What you should do:
Down to the final line, write out the data below exactly.

Entries supplied:
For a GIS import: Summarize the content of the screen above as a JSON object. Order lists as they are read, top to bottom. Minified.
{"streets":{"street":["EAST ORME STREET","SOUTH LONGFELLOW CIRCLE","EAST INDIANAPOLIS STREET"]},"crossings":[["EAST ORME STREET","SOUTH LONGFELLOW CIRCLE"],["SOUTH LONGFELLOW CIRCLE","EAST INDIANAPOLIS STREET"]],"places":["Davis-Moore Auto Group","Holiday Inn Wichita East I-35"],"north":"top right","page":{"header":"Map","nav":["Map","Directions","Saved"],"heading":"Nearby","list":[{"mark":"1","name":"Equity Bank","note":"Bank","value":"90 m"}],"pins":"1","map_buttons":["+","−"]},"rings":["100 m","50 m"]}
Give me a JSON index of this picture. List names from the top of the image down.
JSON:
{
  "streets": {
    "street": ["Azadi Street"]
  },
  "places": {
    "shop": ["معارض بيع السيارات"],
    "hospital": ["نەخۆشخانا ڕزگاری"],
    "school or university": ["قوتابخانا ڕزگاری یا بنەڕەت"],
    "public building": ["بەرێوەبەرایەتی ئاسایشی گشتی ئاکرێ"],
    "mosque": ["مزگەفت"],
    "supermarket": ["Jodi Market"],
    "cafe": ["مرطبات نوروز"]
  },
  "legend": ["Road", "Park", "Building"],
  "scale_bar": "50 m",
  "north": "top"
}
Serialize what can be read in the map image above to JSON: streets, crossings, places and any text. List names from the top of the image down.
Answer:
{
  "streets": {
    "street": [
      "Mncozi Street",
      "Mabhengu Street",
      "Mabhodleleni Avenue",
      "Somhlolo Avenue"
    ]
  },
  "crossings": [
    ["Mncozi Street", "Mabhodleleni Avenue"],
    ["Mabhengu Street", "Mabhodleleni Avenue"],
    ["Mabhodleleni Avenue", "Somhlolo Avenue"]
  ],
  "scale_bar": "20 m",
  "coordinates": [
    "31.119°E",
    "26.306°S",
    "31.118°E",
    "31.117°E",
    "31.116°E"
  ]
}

Answer to this exercise:
For a GIS import: Summarize the content of the screen above as a JSON object. Order lists as they are read, top to bottom. Minified.
{"streets":{"street":["EAST ORME STREET","SOUTH LONGFELLOW CIRCLE","EAST INDIANAPOLIS STREET"]},"crossings":[["EAST ORME STREET","SOUTH LONGFELLOW CIRCLE"],["SOUTH LONGFELLOW CIRCLE","EAST INDIANAPOLIS STREET"]],"places":["Davis-Moore Auto Group","Holiday Inn Wichita East I-35"],"north":"top right","page":{"header":"Map","nav":["Map","Directions","Saved"],"heading":"Nearby","list":[{"mark":"1","name":"Equity Bank","note":"Bank","value":"90 m"}],"pins":"1","map_buttons":["+","−"]},"rings":["100 m","50 m"]}
Give me a JSON index of this picture. List names from the top of the image down.
JSON:
{
  "streets": {
    "street": ["Azadi Street"]
  },
  "places": {
    "shop": ["معارض بيع السيارات"],
    "hospital": ["نەخۆشخانا ڕزگاری"],
    "school or university": ["قوتابخانا ڕزگاری یا بنەڕەت"],
    "public building": ["بەرێوەبەرایەتی ئاسایشی گشتی ئاکرێ"],
    "mosque": ["مزگەفت"],
    "supermarket": ["Jodi Market"],
    "cafe": ["مرطبات نوروز"]
  },
  "legend": ["Road", "Park", "Building"],
  "scale_bar": "50 m",
  "north": "top"
}
Serialize what can be read in the map image above to JSON: streets, crossings, places and any text. List names from the top of the image down.
Answer:
{
  "streets": {
    "street": [
      "Mncozi Street",
      "Mabhengu Street",
      "Mabhodleleni Avenue",
      "Somhlolo Avenue"
    ]
  },
  "crossings": [
    ["Mncozi Street", "Mabhodleleni Avenue"],
    ["Mabhengu Street", "Mabhodleleni Avenue"],
    ["Mabhodleleni Avenue", "Somhlolo Avenue"]
  ],
  "scale_bar": "20 m",
  "coordinates": [
    "31.119°E",
    "26.306°S",
    "31.118°E",
    "31.117°E",
    "31.116°E"
  ]
}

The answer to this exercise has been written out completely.